The Japanese yen and Australian dollar have been the main movers in Asia Pacific trading today. The former owes to the BOJ decision, with the central bank hiking rates to 0.25% as expected after yesterday's leak. Meanwhile, the latter owes to a much softer inflation report earlier - which tempers with expectations for a rate hike next month.

Looking to European trading today, inflation data is in focus but it might not offer too much for the euro to work with. The disinflation process continues to face bumps in the road and July is likely just that. The German stats office yesterday noted that core annual inflation in July is expected to be at 2.9% - similar to June.

As for the Eurozone as a whole, core annual inflation was seen at 2.9% in June itself. It is estimated to fall to 2.8% in July based on the readings later. As the trend stays the course and the economy softens in Q3, it does incentivise the ECB to go with a rate cut after the summer.

However, they certainly would like more progress on the inflation front surely.
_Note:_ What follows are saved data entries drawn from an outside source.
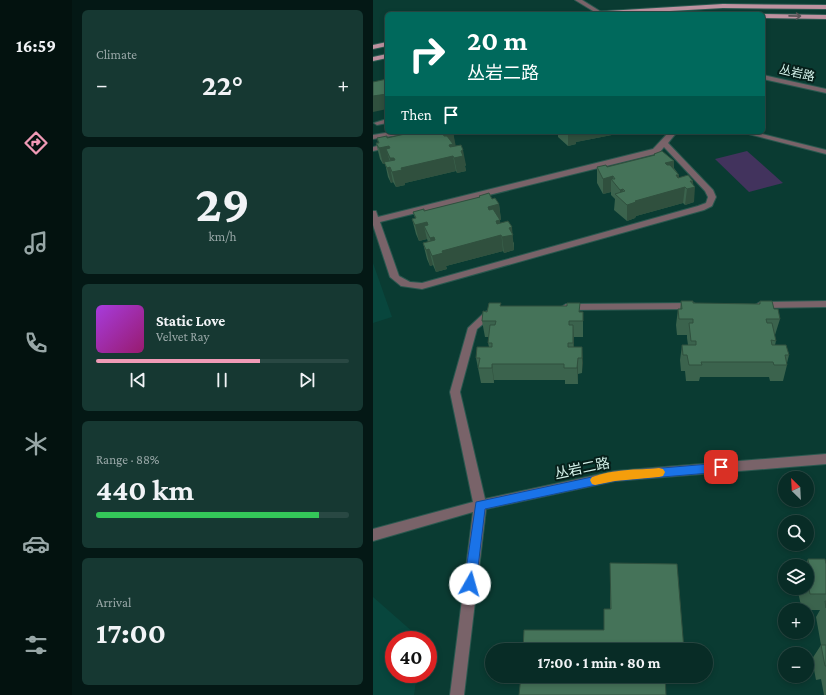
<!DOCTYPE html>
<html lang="en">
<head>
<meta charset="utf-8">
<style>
  body { margin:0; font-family:"Crimson Pro","Noto Sans SC",serif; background:#163832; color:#f1f3f6; height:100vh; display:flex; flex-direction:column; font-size:15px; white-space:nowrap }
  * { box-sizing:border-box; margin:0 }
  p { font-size:13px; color:#98a7a7 }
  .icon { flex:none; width:22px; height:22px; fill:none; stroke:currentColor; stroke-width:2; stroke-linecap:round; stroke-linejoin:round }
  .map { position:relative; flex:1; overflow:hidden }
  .side { display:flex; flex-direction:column; gap:10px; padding:10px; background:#041815; width:301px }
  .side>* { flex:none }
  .hud { position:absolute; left:12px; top:12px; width:380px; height:122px; border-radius:6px; box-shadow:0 2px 6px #0003,0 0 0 1px #294843; background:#00695c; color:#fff; overflow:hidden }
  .needle { width:26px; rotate:336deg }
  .fabs { position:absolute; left:405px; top:471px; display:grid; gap:8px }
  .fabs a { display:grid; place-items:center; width:36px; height:36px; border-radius:50%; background:#082c26; box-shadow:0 2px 6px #0003,0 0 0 1px #294843; font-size:20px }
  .speed { position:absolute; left:12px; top:631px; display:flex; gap:8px; font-size:20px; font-weight:700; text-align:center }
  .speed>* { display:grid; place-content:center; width:52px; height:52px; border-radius:50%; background:#082c26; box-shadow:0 2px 6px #0003,0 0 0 1px #294843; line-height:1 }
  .speed .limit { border:6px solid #d22; background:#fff; color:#111 }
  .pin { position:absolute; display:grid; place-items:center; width:34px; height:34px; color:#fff; margin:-17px; border-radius:8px; box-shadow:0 2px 6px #0006 }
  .me { position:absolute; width:44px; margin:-22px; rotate:7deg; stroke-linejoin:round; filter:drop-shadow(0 0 3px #0008) }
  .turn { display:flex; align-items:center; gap:14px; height:84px; padding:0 16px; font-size:18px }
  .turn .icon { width:52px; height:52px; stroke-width:2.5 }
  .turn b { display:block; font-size:28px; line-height:34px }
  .then { display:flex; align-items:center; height:38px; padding:0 16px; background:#0003; gap:8px; font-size:15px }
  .big { font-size:30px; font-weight:700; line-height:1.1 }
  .side .card { flex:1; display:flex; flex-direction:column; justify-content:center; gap:6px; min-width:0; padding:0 14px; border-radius:6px; background:#163832 }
  .side .dial { align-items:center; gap:0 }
  .dial b { font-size:52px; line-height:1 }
  .song { display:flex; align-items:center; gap:12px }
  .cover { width:48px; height:48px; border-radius:6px; background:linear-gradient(135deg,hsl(280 70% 55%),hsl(320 70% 35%)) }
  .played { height:4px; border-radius:2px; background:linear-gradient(90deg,#f09ab6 65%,#294843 65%) }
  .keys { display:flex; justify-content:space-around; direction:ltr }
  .heat { display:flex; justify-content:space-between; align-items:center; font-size:22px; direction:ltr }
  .charge { height:6px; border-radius:3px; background:linear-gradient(90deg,#34c759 88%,#294843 0) }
  .trip { position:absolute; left:112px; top:643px; width:228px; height:40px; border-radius:20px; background:#082c26; box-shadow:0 2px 6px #0003,0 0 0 1px #294843; font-weight:700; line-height:40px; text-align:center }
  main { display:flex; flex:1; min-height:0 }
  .tabs { display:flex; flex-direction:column; width:72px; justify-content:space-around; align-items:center; background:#03120f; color:#98a7a7 }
  .tabs .icon { width:28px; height:28px }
  .tabs .selected { color:#f09ab6 }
  .tabs b { font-size:18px; color:#f1f3f6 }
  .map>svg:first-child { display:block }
  .built { fill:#08463d }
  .green { fill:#42335d }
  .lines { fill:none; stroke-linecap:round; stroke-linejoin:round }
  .minor-casing { stroke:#2a584f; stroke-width:2 }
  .major-casing { stroke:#2a584f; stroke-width:2 }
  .minor { fill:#796369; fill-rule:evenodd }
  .major { fill:#be92a0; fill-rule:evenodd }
  .wall { fill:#3b634d }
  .shaded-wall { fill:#30503e }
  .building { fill:#457359; stroke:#30503e }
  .oneway { stroke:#595356 }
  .route { fill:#1a73e8; stroke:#114b97 }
  .slow { fill:#f59e0b }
  .labels { text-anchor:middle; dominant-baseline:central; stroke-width:4; stroke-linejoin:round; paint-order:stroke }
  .far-street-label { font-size:12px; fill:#d4f2ea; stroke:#061f1a }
  .street-label { font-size:14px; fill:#d4f2ea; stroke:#061f1a }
</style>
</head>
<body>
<main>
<nav class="tabs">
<b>16:59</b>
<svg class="icon selected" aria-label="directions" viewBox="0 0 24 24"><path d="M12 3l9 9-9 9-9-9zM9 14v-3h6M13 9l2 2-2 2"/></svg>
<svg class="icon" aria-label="music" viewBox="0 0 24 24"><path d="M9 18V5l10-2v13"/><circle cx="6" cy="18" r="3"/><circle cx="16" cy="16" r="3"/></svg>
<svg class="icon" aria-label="phone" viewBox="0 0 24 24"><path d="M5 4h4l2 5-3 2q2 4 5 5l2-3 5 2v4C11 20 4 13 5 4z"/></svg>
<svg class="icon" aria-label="climate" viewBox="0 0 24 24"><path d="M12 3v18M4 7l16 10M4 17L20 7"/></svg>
<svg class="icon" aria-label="car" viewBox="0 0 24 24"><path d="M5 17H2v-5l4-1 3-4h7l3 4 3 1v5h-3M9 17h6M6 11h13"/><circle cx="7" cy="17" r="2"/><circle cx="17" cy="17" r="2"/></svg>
<svg class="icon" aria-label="filters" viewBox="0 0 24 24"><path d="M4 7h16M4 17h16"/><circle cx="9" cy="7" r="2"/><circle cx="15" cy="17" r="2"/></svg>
</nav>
<section class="side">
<div class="card"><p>Climate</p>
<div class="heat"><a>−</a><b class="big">22°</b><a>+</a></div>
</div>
<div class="card dial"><b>29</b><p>km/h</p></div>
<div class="card">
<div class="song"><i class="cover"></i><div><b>Static Love</b><p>Velvet Ray</p></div></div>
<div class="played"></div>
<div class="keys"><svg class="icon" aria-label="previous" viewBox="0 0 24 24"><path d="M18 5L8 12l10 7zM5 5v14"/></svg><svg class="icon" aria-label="pause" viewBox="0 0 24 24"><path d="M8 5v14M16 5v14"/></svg><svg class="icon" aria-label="next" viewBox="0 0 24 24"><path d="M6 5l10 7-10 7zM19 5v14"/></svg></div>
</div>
<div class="card"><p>Range · 88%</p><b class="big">440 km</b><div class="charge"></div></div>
<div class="card"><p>Arrival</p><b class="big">17:00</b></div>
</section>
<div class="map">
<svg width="453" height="695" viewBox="0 0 453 695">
  <rect width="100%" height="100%" fill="#0a3b32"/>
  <!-- built -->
  <g class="built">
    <polygon points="0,263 19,317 0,323"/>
    <polygon points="0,597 49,640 21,640 21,674 44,674 41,695 0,695"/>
  </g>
  <!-- green -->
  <polygon class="green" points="374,151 410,183 376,192 342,159"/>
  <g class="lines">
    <defs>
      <g id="minor">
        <polygon points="202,0 209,0 230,13 225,14"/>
        <polygon points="390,75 453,89 453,93 390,79"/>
        <polygon points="14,119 14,123 4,125 1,123"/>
        <polygon points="18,132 36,132 32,134 0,139 0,135"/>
        <path d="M296,132H304L295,143L340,190L343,197L339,206L331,210L49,289L28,286L17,277L0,225V211H3L5,217L280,149ZM291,147L332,191L335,197L333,203L325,206L49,283L37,282L26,276L7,222L286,153Z"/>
        <polygon points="368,132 381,132 453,150 453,154"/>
        <polygon points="16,143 20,145 19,147 0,151 0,147"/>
        <polygon points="453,301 453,307 387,308 382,305 387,302"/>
        <polygon points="321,303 326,306 321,309 193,310 188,307 193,304"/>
        <polygon points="120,309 125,312 104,329 87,392 112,499 242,471 453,454 453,464 242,481 113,509 91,695 77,695 100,512 0,541 0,529 100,502 77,392 95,328 112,312"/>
      </g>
      <g id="major">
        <polygon points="350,4 453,5 453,9 350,8 244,14 214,14 217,12"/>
        <polygon points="390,14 453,15 453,19 390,18"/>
        <polygon points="14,42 14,46 0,49 0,45"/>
        <polygon points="14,54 14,58 0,61 0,57"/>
      </g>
    </defs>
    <!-- minor casing -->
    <use href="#minor" class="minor-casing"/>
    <!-- major casing -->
    <use href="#major" class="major-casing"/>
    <!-- minor -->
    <use href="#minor" class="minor"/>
    <!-- major -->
    <use href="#major" class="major"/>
  </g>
  <!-- wall -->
  <g class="wall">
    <polygon points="80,132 82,146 93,165 92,166 93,171 84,173 83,171 32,183 32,185 23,187 20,182 18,183 15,177 12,163 10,164 7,159 3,143 5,143 4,138"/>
    <polygon points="185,132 254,132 203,142 203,144 195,146 185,137"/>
    <polygon points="281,154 301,161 301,168 306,175 306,177 320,181 321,202 312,205 310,203 263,216 262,218 254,221 241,210 242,199 238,195 238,192 230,194 224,183 224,167 234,167 281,155"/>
    <polygon points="106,196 119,199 126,204 128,220 127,220 127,223 141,243 141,250 131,253 130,251 73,266 74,269 63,272 60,265 57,266 54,259 50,243 55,242 54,239 46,241 43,234 39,219 42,218 40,212 51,211 106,198"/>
    <polygon points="308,301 320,303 386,304 387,301 401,309 407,319 402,335 401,335 403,341 402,345 416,355 414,363 414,365 410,381 397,381 396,377 327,377 326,381 313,381 312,371 308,371 307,360 309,345 315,345 314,338 314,335 304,335 303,325 305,309 307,309"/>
    <polygon points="128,306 210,312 210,337 201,337 201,347 209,347 209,373 205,374 205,384 192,384 192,380 121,380 121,383 108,383 103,358 116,347 115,343 116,337 112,337 109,321 114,312"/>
    <polygon points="435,559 453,564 453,695 451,695 448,679 443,680 439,659 448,645 443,617 447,610 429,610 425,592 427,588 434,588 434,566 432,566"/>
    <polygon points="237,563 311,650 231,630 237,609"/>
  </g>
  <!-- shaded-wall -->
  <g class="shaded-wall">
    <polygon points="14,94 14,109 0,112 0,96"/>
    <polygon points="80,132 83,147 88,151 90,150 93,165 92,166 93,171 84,173 81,158 80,156 83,171 32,183 32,185 23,187 19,172 18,162 13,149 17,162 10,164 6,148 16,146 19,158 21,158 24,171 70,134"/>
    <polygon points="195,132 254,132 203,142 203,144 195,146"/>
    <polygon points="301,161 300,176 292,163"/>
    <polygon points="17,167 20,182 18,183 14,168"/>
    <polygon points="303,175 306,175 305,189 312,187 310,203 263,216 262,218 254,221 254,205"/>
    <polygon points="240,176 240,181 238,179 238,192 230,194 230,179"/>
    <polygon points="317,181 320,181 319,188 322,187 321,202 312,205 314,189"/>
    <polygon points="250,189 250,201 247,198 247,190"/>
    <polygon points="126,204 128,220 127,220 130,251 73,266 74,269 63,272 59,256 69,251 115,207"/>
    <polygon points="54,222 58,238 61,237 64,253 60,254 57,238 51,226 54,239 46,241 42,225"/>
    <polygon points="139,227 141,250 131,253 129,237 136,228"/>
    <polygon points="56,249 60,265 57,266 53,250"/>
    <polygon points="200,325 201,341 200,359"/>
    <polygon points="209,347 210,363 209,373"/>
    <polygon points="205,358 205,384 204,368"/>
    <polygon points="119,364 121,380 121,383 119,368"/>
  </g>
  <!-- building -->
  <g class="building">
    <polygon points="14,79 14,94 0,96 0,82"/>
    <polygon points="41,132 80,132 70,134 71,136 74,136 80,144 76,145 77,147 88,145 90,150 88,151 90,156 81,158 80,156 28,168 29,170 19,172 17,167 14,168 11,162 22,160 21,158 17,158 13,149 17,148 16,146 6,148 3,143 6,143 4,138 14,136 14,138"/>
    <polygon points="289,151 301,161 292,163 294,165 297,165 306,175 303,175 305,178 315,175 320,181 317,181 322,187 314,189 312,187 262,201 263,202 254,205 242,194 252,191 250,189 247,190 238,179 242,179 240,176 230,179 224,167 233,165 234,167 282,155 281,154"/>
    <polygon points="116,193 119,199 122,198 126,204 115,207 116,210 120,209 127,220 123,221 124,224 135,221 139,227 136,228 140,235 129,237 128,235 69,251 70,253 59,256 56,249 53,250 50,243 62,240 61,237 57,238 51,226 55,225 54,222 42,225 39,219 43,218 40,212 51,209 51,211 107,197 106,196"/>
    <polygon points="308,301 320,301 320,303 387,304 387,301 399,301 401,309 405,309 407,319 393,319 394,323 399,323 403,341 398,340 399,345 413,345 416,355 412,355 414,365 401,365 400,362 328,362 329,365 316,365 314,355 310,355 309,345 323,345 323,341 318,341 316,323 320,323 320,319 306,319 305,309 309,309"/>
    <polygon points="116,303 128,303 127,306 194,306 194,303 207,303 206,312 210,312 210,321 196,321 196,325 200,325 200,343 195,343 195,347 209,347 209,358 205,358 204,368 191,368 191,364 119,364 119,368 105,368 107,358 103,358 104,347 119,347 119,343 115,343 117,325 122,325 123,321 109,321 110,311 114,312"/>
    <polygon points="435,559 452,559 453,564 453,594 437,594 434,579 434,576 438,576"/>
    <polygon points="237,563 304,564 311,650 150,650 151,630 231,630 231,609 238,609"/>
    <polygon points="452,601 453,601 453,608"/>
    <polygon points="448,645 453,645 453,666 452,666"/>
    <polygon points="148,676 292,676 293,695 146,695"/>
  </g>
  <!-- one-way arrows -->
  <defs><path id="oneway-shaft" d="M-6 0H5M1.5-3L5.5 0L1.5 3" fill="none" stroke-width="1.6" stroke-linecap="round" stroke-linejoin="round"/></defs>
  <use class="oneway" href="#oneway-shaft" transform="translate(422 16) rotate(1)"/>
  <!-- route -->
  <polygon class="route" points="348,463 351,464 353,467 351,471 348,472 242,481 112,509 103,584 102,588 97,590 93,588 91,584 103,502 242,472"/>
  <!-- slow -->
  <path class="slow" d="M286,468L290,469L292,472L290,476L286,477L242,481L222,485L219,484L217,480L219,477C240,469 264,470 286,468Z"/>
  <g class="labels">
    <!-- far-street labels -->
    <g class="far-street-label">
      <text transform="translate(424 73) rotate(13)">丛岩路</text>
    </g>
    <!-- street labels -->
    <g class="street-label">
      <text transform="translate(209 468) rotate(-12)">丛岩二路</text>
    </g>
  </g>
</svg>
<div class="fabs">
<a><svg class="needle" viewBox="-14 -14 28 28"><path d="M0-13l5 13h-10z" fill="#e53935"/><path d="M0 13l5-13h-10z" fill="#98a7a7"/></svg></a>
<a><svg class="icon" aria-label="search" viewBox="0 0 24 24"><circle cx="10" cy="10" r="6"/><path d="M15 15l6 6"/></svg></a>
<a><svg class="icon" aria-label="layers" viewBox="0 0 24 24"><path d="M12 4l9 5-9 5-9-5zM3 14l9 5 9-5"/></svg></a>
<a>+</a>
<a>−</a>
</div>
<div class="speed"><div class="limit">40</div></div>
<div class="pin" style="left:348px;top:467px;background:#d93025"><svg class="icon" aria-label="arrive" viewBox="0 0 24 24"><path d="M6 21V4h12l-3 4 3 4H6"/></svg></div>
<svg class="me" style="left:97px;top:584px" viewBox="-20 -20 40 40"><circle r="19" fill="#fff"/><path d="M0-13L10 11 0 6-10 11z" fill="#1a73e8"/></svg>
<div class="trip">17:00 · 1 min · 80 m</div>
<div class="hud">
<div class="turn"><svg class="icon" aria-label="right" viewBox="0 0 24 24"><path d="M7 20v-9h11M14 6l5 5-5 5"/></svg><div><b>20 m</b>丛岩二路</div></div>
<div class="then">Then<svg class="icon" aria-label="arrive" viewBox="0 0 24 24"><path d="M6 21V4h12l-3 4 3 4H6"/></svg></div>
</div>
</div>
</main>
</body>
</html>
That considering prices are still holding well above their 2% target for now.

In terms of market pricing, traders are still seeing a ~68% probability of a rate cut in September and that is unchanged from yesterday.

0600 GMT - Germany June import price index
0645 GMT - France July preliminary CPI figures
0755 GMT - Germany July unemployment change, rate
0800 GMT - Switzerland July UBS investor sentiment
0900 GMT - Eurozone July preliminary CPI figures
0900 GMT - Italy July preliminary CPI figures
1100 GMT - US MBA mortgage applications w.e. 26 July

That's all for the session ahead. I wish you all the best of days to come and good luck with your trading! Stay safe out there.